#### [Exercise goal]
Only lines holding the word "linecap" are wanted from the records; copy all of them.

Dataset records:
-------
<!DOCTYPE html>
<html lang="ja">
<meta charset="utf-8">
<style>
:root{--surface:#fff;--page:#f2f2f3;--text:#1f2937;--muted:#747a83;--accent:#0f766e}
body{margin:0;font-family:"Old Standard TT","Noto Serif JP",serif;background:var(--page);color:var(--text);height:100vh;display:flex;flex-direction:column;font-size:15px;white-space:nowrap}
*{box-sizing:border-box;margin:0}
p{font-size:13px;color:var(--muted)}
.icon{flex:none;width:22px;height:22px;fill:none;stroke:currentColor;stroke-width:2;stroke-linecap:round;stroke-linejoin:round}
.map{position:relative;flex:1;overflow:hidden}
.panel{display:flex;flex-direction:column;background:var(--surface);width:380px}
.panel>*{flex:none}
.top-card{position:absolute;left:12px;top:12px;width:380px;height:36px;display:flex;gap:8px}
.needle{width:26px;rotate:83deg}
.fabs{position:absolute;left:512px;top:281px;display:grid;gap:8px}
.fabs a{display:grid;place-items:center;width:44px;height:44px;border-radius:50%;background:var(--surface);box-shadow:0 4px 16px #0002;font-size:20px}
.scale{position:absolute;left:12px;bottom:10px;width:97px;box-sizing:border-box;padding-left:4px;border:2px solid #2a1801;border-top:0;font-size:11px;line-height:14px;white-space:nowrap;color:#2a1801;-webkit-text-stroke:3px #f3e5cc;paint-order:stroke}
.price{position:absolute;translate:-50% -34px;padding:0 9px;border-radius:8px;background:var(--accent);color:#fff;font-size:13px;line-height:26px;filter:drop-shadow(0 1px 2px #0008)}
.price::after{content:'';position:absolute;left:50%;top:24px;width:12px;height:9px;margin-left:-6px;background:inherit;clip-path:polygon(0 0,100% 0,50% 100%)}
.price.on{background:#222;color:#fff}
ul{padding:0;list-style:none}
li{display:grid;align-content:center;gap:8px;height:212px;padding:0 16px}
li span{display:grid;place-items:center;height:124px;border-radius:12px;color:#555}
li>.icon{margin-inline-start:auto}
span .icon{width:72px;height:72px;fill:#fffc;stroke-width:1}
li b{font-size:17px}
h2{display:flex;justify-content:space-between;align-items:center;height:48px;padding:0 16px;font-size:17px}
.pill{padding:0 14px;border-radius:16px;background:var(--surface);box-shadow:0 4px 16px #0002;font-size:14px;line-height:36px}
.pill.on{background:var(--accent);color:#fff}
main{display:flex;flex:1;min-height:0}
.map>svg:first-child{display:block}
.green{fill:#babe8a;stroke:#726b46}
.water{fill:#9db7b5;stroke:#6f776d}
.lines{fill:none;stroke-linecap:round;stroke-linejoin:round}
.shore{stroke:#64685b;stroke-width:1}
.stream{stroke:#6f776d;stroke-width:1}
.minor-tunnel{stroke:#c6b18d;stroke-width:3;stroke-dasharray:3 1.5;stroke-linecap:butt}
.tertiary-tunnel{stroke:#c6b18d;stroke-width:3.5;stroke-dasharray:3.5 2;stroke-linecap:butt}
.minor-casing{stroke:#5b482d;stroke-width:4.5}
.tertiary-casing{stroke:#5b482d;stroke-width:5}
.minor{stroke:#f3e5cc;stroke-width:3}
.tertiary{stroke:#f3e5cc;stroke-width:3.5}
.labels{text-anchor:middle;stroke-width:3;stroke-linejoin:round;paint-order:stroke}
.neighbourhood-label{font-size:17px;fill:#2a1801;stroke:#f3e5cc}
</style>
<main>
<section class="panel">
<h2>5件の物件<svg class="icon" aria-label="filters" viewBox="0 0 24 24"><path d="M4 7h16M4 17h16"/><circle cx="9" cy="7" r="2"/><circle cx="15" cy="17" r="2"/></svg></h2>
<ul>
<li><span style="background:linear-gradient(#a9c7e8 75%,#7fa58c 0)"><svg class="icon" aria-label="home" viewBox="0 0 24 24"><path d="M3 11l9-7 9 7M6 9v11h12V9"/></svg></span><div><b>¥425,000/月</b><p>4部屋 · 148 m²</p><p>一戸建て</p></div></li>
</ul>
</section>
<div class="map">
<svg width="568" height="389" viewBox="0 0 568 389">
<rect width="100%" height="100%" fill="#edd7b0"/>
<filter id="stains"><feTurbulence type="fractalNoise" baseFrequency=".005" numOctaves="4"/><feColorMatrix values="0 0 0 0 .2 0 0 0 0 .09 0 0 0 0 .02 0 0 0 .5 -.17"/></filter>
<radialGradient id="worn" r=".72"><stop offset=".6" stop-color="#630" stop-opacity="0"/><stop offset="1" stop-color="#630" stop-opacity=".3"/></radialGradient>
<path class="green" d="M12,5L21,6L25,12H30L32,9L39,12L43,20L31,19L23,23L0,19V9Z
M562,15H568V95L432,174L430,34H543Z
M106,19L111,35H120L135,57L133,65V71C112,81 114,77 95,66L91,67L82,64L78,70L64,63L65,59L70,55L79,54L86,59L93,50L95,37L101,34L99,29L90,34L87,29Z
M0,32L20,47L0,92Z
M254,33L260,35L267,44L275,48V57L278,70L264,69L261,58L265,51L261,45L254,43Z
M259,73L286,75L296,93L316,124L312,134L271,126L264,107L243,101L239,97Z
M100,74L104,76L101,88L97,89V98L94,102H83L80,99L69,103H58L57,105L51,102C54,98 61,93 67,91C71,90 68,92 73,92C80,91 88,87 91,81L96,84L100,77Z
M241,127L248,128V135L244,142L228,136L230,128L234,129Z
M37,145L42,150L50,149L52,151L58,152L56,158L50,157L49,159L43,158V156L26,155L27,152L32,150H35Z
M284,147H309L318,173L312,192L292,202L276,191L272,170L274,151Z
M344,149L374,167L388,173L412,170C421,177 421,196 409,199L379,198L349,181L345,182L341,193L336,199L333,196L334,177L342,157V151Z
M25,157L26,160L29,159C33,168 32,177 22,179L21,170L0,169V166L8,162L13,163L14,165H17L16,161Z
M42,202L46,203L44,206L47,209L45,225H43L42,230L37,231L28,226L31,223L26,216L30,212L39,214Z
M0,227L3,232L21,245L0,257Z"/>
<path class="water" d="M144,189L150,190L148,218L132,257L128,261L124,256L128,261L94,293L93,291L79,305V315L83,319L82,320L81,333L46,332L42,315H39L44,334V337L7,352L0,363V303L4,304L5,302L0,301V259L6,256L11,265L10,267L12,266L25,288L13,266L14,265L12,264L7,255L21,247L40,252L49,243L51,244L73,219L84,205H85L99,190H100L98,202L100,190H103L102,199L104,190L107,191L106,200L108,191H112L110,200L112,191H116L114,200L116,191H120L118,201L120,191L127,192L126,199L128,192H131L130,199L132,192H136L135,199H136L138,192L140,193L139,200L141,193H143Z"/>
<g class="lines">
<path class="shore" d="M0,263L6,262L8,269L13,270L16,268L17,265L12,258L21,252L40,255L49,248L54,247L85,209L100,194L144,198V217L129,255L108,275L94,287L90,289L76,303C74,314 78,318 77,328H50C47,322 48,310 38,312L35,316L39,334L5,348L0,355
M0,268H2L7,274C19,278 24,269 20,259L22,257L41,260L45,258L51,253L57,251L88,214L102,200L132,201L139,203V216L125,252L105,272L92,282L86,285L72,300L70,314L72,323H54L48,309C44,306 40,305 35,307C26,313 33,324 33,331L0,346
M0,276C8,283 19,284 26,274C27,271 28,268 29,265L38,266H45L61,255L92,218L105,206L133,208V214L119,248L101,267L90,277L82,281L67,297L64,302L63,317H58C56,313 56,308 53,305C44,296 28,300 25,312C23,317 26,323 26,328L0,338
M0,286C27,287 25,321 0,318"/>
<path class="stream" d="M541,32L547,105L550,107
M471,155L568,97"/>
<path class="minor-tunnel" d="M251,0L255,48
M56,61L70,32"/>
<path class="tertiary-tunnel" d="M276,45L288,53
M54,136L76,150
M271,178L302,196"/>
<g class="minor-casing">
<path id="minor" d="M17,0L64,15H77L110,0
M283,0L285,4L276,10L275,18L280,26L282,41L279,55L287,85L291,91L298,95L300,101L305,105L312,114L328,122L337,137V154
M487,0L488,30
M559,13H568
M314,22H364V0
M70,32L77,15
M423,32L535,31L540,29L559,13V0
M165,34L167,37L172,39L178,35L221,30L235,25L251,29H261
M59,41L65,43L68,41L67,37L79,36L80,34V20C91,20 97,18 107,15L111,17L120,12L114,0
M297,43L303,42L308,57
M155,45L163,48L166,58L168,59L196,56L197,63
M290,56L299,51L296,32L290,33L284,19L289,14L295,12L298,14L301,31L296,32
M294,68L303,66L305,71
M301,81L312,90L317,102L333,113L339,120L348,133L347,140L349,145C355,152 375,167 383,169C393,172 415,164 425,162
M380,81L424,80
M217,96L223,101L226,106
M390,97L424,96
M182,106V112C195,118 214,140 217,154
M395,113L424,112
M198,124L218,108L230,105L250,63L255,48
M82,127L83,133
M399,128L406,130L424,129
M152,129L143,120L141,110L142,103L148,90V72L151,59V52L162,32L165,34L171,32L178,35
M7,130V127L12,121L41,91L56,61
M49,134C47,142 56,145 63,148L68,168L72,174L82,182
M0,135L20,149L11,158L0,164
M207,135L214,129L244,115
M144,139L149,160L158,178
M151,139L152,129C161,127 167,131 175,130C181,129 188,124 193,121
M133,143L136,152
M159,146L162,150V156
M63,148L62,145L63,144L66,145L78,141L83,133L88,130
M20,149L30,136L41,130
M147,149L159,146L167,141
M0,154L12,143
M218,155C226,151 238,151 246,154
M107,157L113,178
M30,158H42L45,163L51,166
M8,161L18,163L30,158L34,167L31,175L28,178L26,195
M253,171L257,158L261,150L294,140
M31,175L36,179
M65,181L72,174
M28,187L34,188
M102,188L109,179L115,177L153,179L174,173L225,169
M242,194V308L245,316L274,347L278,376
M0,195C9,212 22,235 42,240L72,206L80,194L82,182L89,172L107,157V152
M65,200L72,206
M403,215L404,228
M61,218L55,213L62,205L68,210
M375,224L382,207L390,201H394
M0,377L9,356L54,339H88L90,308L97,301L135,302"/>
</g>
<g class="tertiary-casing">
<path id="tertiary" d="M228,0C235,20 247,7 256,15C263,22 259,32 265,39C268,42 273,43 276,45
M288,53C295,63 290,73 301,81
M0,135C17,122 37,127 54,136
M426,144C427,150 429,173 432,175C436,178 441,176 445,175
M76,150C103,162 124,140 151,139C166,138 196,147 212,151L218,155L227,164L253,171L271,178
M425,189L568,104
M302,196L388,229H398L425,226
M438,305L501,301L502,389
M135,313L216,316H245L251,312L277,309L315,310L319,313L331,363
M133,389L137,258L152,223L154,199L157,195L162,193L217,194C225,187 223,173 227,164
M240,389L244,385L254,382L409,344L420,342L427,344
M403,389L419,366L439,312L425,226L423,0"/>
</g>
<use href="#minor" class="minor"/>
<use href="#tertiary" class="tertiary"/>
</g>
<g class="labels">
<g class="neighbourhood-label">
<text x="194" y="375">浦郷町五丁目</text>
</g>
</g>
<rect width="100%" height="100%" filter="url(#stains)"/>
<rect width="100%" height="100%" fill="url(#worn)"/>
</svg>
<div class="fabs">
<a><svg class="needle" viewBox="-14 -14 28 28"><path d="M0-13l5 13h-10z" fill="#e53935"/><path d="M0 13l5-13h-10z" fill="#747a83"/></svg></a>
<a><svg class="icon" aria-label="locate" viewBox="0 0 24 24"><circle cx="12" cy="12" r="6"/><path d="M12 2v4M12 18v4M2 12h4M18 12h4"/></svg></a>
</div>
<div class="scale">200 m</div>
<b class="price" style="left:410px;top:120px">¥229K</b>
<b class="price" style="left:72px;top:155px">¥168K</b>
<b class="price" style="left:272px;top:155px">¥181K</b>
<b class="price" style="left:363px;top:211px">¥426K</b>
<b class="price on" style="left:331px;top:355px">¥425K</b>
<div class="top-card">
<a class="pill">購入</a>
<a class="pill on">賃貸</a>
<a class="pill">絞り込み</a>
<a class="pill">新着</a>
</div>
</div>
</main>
-------
#### [Exercise response]
.icon{flex:none;width:22px;height:22px;fill:none;stroke:currentColor;stroke-width:2;stroke-linecap:round;stroke-linejoin:round}
.lines{fill:none;stroke-linecap:round;stroke-linejoin:round}
.minor-tunnel{stroke:#c6b18d;stroke-width:3;stroke-dasharray:3 1.5;stroke-linecap:butt}
.tertiary-tunnel{stroke:#c6b18d;stroke-width:3.5;stroke-dasharray:3.5 2;stroke-linecap:butt}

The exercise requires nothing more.